Photo of Saining Xie

Artificial intelligence & robotics

Saining Xie

Developing next-generation infrastructure for visual understanding and generation.

Year Honored
2023

Organization
New York University

Region
China

Hails From
China
Just as the Cambrian Explosion was inseparable from the evolution of visual organs, the future of artificial intelligence also relies on the development of vision and perception abilities. Over the past decade, Saining Xie has focused on the frontier research of Visual Intelligence. He developed the next generation of convolutional neural networks, ConvNeXt and diffusion transformers DiT, with his interns.

As a design purely based on convolutional neural networks, ConvNeXt has the advantages of no-attention mechanism and phased structure, which is comparable to the Transformer architecture in terms of accuracy, scalability and robustness. This achievement also fully proves that even at the moment when Transformers dominate visual recognition tasks, well-designed convolutional neural networks are still highly competitive.

DiT is an innovative image generation framework that applies Transformer to the diffusion model, which can effectively improve the quality and efficiency of image generation.
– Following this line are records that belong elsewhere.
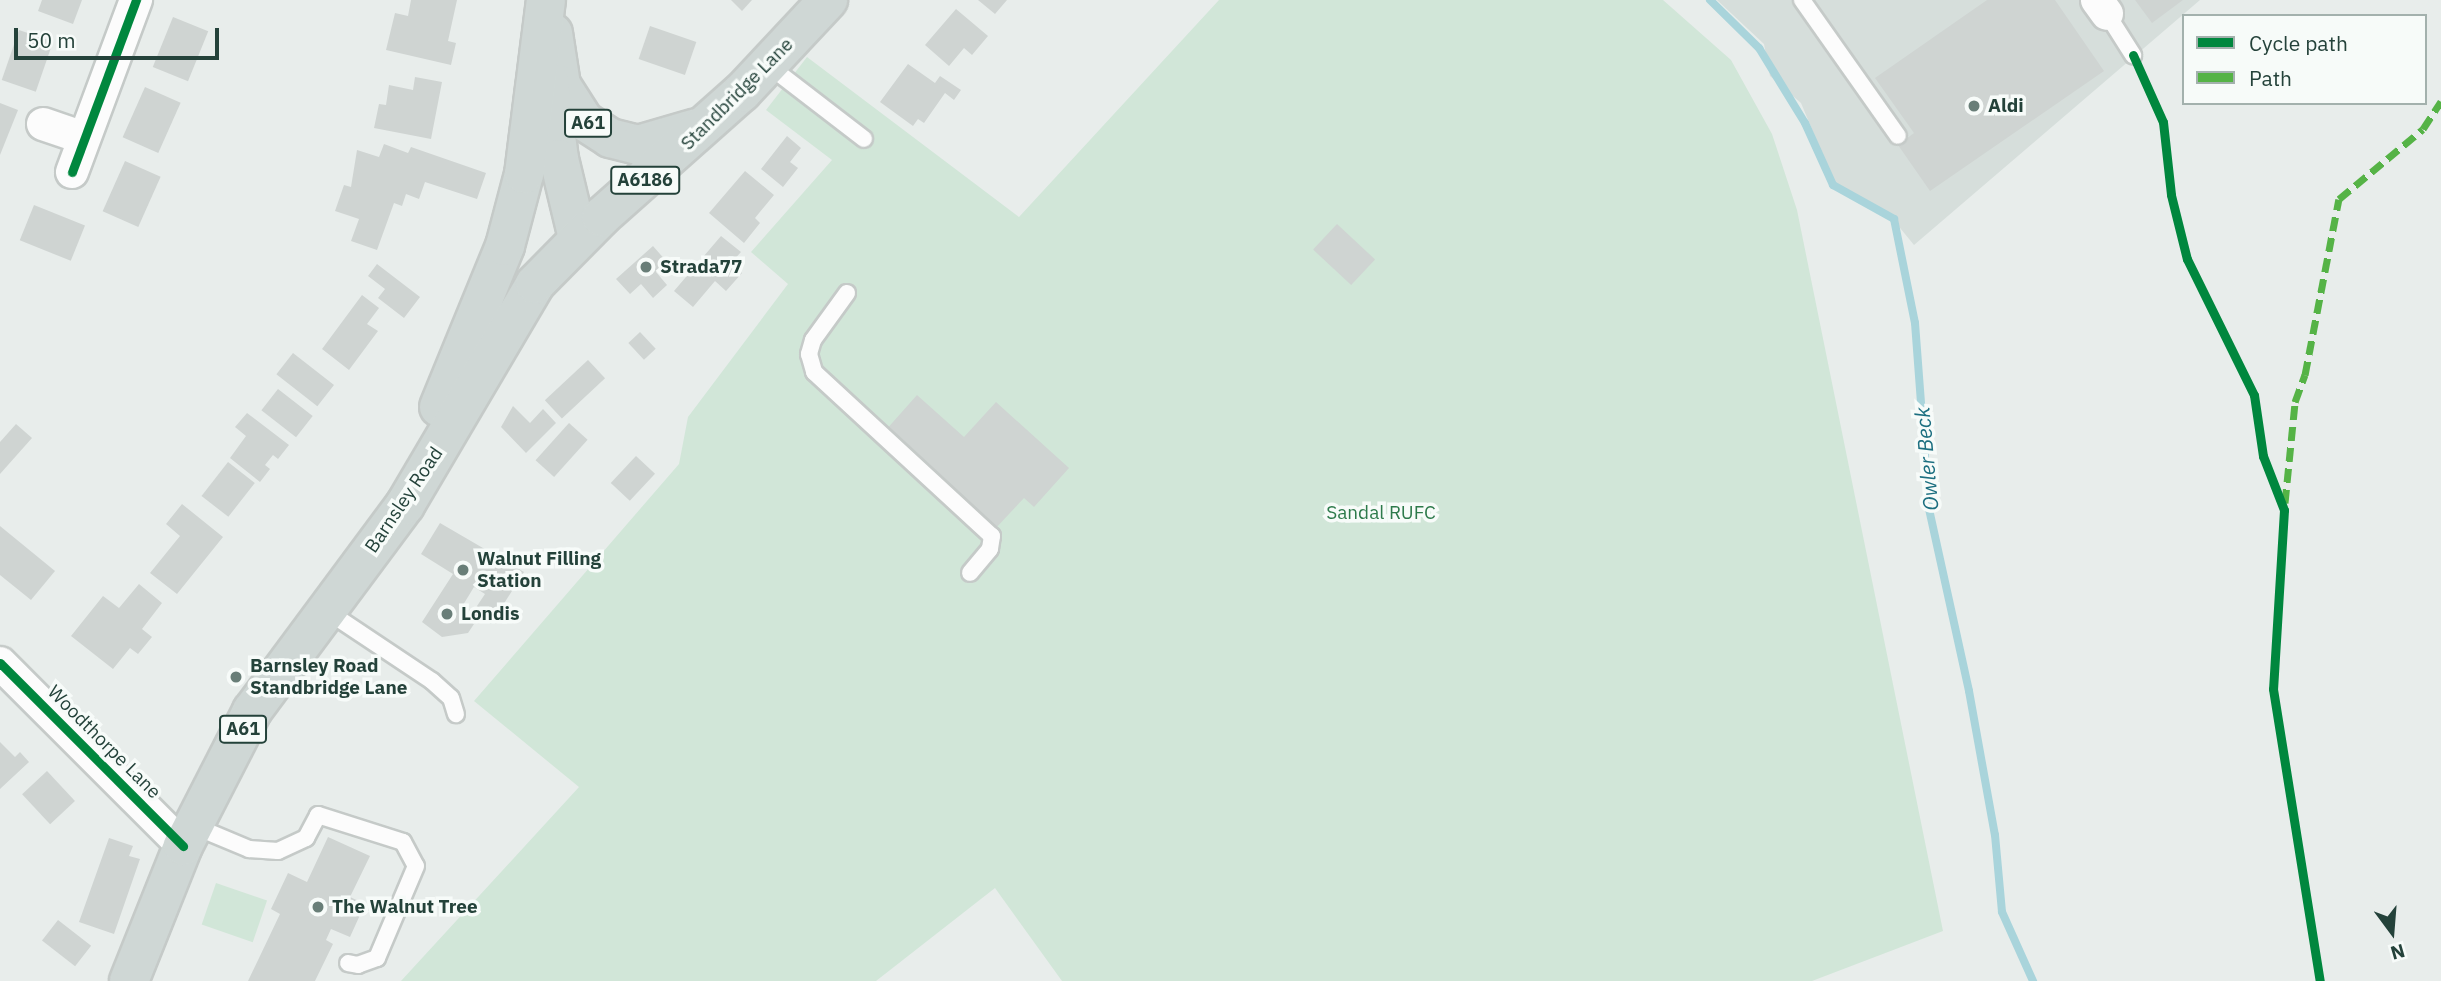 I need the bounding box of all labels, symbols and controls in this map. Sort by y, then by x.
scale bar [18,14,222,58]
legend [2182,14,2427,105]
text: 50 m [27,26,76,54]
text: Cycle path [2249,29,2348,57]
street label: Standbridge Lane [676,33,798,155]
text: Path [2249,64,2292,92]
place label: Aldi [1988,95,2024,117]
marker: Aldi [1966,98,1982,114]
road number: A61 [564,109,612,138]
road number: A6186 [610,166,680,195]
place label: Strada77 [660,256,742,278]
marker: Strada77 [638,259,654,275]
water label: Owler Beck [1909,406,1943,512]
street label: Barnsley Road [360,443,448,557]
park label: Sandal RUFC [1326,502,1436,524]
place label: Walnut Filling Station [477,548,601,592]
marker: Walnut Filling Station [455,562,471,578]
place label: Londis [461,603,519,625]
marker: Londis [439,606,455,622]
place label: Barnsley Road Standbridge Lane [250,655,407,699]
marker: Barnsley Road Standbridge Lane [228,669,244,685]
street label: Woodthorpe Lane [43,681,165,803]
road number: A61 [218,714,268,744]
place label: The Walnut Tree [332,896,478,918]
north arrow [2357,897,2427,967]
marker: The Walnut Tree [310,899,326,915]
text: N [2388,939,2408,966]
Recently, Saining co-proposed the Scalable Interpolation Transformer model SiT. This model is built on the DiT backbone and can achieve the connection between two distributions in a more flexible way than the standard diffusion model. In the ImageNet 256x256 benchmark, using exactly the same base network, number of parameters, and floating-point operations per second, SiT's performance surpasses DiT in all aspects. In 2023, Saining transitioned to academia as an assistant professor at New York University, hoping to solve practical problems through innovative research and explore the boundaries of visual intelligence. At the same time, he will also research more efficient training and deployment methods for multimodal models, as well as issues related to the security, ethics, and privacy of AI deployment, ensuring that future AI systems can benefit all of humanity.

He is also researching more efficient training and deployment methods for multimodal models, as well as issues related to the safety, ethics, and privacy of AI deployment to help ensure future AI systems benefit all of humanity. A representative achievement in this area is the recent collaboration with Turing Award winner Yann LeCun and others, using a vision-centric design approach to jointly develop the Cambrian-1 visual multimodal large model. Currently, the model's weights, code, datasets, and other contents have been fully open-sourced.